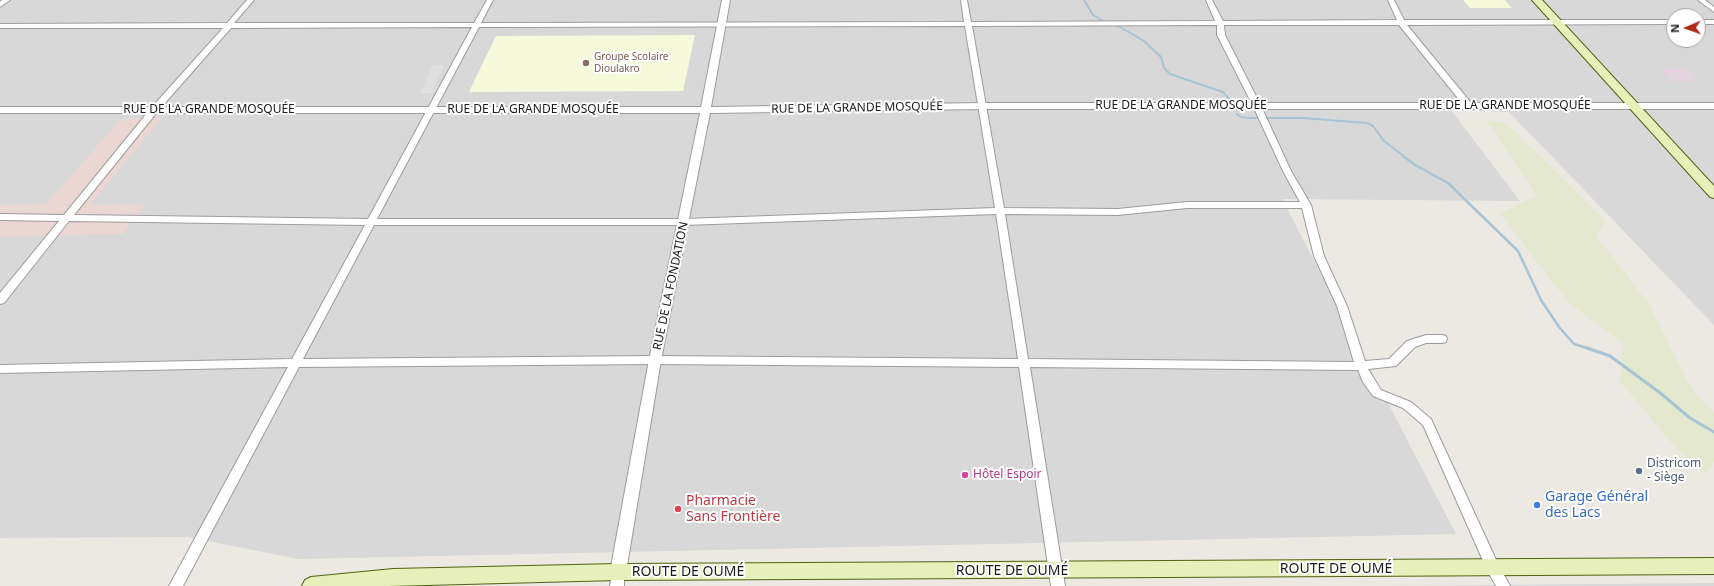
<!DOCTYPE html>
<meta charset="utf-8">
<style>
body{margin:0}
#map{position:relative;width:1714px;height:586px;overflow:hidden;background:#ebe9e1;font-family:"Noto Sans",sans-serif}
canvas{display:block}
.north{position:absolute;left:1666px;top:8px;width:40px;height:40px;box-sizing:border-box;background:#fff;border:1px solid #a4a4a4;border-radius:50%;rotate:268deg;font-size:11px;font-weight:700;line-height:16px;text-align:center;color:#1b1b1b}
.north::after{content:'';display:block;margin:auto;width:14px;height:18px;background:#ae2918;clip-path:polygon(50% 0,100% 100%,50% 72%,0 100%)}
</style>
<div id="map">
<canvas width="1714" height="586"></canvas>
<div class="north">N</div>
</div>
<script>
const ctx = document.querySelector('canvas').getContext('2d');
ctx.lineJoin = 'round';
function paint(path, color) { ctx.fillStyle = color; ctx.fill(path, 'evenodd'); }
const toPath = rows => new Path2D(rows.map(r => 'M' + r).join(''));
function stroke(path, color, width, dash) { ctx.strokeStyle = color; ctx.lineWidth = width; ctx.lineCap = dash ? 'butt' : 'round'; ctx.setLineDash(dash || []); ctx.stroke(path); }
function label(font, color, halo, rows, align = 'center') {
  ctx.font = font + ' "Noto Sans",sans-serif'; ctx.lineWidth = 4; ctx.setLineDash([]); ctx.textBaseline = 'middle'; ctx.strokeStyle = halo; ctx.fillStyle = color; for (const [text, x, y, turn = 0] of rows) {
    ctx.save(); ctx.translate(x, y); ctx.rotate((+turn || 0) * Math.PI / 180); ctx.textAlign = isNaN(turn) ? turn : align; if (halo) ctx.strokeText(text, 0, 0); ctx.fillText(text, 0, 0); ctx.restore();
  }
}
paint(toPath([
 [0,0,1714,0,1714,325,1509,112,1451,110,1520,201,1282,199,1456,534,299,559,187,537,0,538],
 [1674,16,1698,16,1698,40,1674,40],
 [1714,583,1714,586,1385,586]
]), '#d9d8d8');
paint(toPath([
 [162,118,90,205,145,204,123,234,0,237,0,205,46,204,121,119]
]), '#ead6d2');
paint(toPath([
 [1660,69,1687,69,1699,81,1673,82]
]), '#e3d4df');
paint(toPath([
 [1463,0,1505,0,1512,8,1470,8],
 [695,35,683,91,469,92,496,36]
]), '#f6fadb');
paint(toPath([
 [1486,120,1506,123,1605,221,1596,236,1649,304,1691,388,1714,413,1714,462,1705,473,1675,447,1620,381,1623,343,1569,303,1500,214,1537,196]
]), '#e3e8ce');
paint(toPath([
 [433,65,444,65,432,93,420,93]
]), '#dfdfdf');
stroke(toPath([
 [1084,0,1093,15,1105,22],
 [1110,24,1120,27,1144,41,1161,57,1164,68,1170,74,1223,92,1230,100],
 [1237,114,1241,117,1249,118,1303,118,1367,123,1373,126,1384,141,1405,157]
]), '#a7c4d4', 2);
stroke(toPath([
 [1403,156,1415,165,1448,183,1518,251,1541,300,1559,327,1574,344,1590,349]
]), '#a7c4d4', 2.5);
stroke(toPath([
 [1587,348,1610,356,1659,392,1690,418,1714,432]
]), '#a7c4d4', 3);
const minor = toPath([
 [2,0,10,0,0,7,0,2,2,0],
 [247,0,254,0,234,23,474,23,487,0,493,0,481,23,964,22,961,0,967,0,971,22,1215,21,1206,0,1212,0,1223,21,1397,20,1388,0,1394,0,1404,20,1674,20,1674,24,1407,25,1471,103,1472,105,1468,107,1465,107,1399,25,1224,25,1225,35,1261,106,1291,171,1311,205,1324,256,1347,306,1365,361,1389,359,1407,341,1426,335,1442,335,1446,336,1447,339,1446,342,1442,343,1426,343,1415,347,1396,366,1368,369,1381,390,1411,402,1431,419,1498,564,1510,586,1496,586,1488,572,1423,425,1403,408,1373,396,1363,382,1358,370,1030,367,1065,586,1051,586,1019,367,655,364,299,367,183,586,169,586,288,367,0,373,0,365,292,359,365,225,69,221,4,303,0,304,0,293,59,221,0,220,0,214,64,215,152,107,223,28,0,28,0,24,227,23,247,0],
 [1217,25,1217,35,1253,106,1283,171,1300,202,1187,202,1118,209,1004,208,972,26,1217,25],
 [965,26,995,208,684,219,377,219,479,27,965,26],
 [472,27,368,219,74,215,158,111,231,28,472,27],
 [1187,208,1302,208,1314,256,1337,306,1354,362,1028,359,1005,214,1118,215,1187,208],
 [996,214,1018,359,655,356,303,359,374,225,684,225,996,214],
 [1698,0,1705,0,1714,7,1714,12,1698,0],
 [1698,20,1714,20,1714,24,1698,24,1698,20],
 [618,566,623,568,624,572,624,586,610,586,612,572,613,568,618,566]
]);
const tertiary = toPath([
 [722,0,730,0,711,107,982,103,1714,103,1714,109,982,109,710,113,661,360,626,572,623,577,618,579,613,577,610,572,649,360,700,113,0,113,0,107,701,107,722,0]
]);
const secondary = toPath([
 [1532,0,1542,0,1714,186,1714,198,1710,197,1532,0],
 [1714,558,1714,574,618,580,388,586,302,586,305,580,311,577,393,569,618,564,1714,558]
]);
stroke(minor, '#9c9c9c', 2);
stroke(tertiary, '#9c9c9c', 2);
stroke(secondary, '#506211', 2);
paint(minor, '#fff');
paint(tertiary, '#fff');
paint(secondary, '#e7f0ba');
for (const [x, y, r, color] of [
 [586,63,4,"#8d6e63"],
 [1639,471,4,"#5c6f8a"],
 [965,475,4,"#d1479c"],
 [1537,505,4,"#3f7fe0"],
 [678,509,4,"#e0444e"]
]) { const dot = new Path2D(); dot.arc(x, y, r, 0, 2 * Math.PI); ctx.fillStyle = color; ctx.fill(dot); stroke(dot, '#fff', 1.5); }
label('10px', '#785e54', '#fff', [
 ["Groupe Scolaire",594,57],
 ["Dioulakro",594,69]
], 'left');
label('12px', '#1b1b1b', '#fff', [
 ["RUE DE LA GRANDE MOSQUÉE",1181,106],
 ["RUE DE LA GRANDE MOSQUÉE",1505,106],
 ["RUE DE LA GRANDE MOSQUÉE",857,108,-1],
 ["RUE DE LA GRANDE MOSQUÉE",209,110],
 ["RUE DE LA GRANDE MOSQUÉE",533,110],
 ["RUE DE LA FONDATION",671,286,-78]
]);
label('12px', '#4e5e75', '#fff', [
 ["Districom",1647,464],
 ["- Siège",1647,478]
], 'left');
label('12px', '#b23c85', '#fff', [
 ["Hôtel Espoir",973,475]
], 'left');
label('14px', '#366cbe', '#fff', [
 ["Garage Général",1545,497],
 ["des Lacs",1545,513]
], 'left');
label('14px', '#be3a42', '#fff', [
 ["Pharmacie",686,501],
 ["Sans Frontière",686,517]
], 'left');
label('14px', '#1b1b1b', '#fff', [
 ["ROUTE DE OUMÉ",1336,569],
 ["ROUTE DE OUMÉ",1012,571],
 ["ROUTE DE OUMÉ",688,572]
]);
</script>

——————

▶ **WORK TO COMPLETE**:
Wherever the string "block" appears in the data above, report the whole line.

▶ **RESPONSE TO THE EXERCISE**:
canvas{display:block}
.north::after{content:'';display:block;margin:auto;width:14px;height:18px;background:#ae2918;clip-path:polygon(50% 0,100% 100%,50% 72%,0 100%)}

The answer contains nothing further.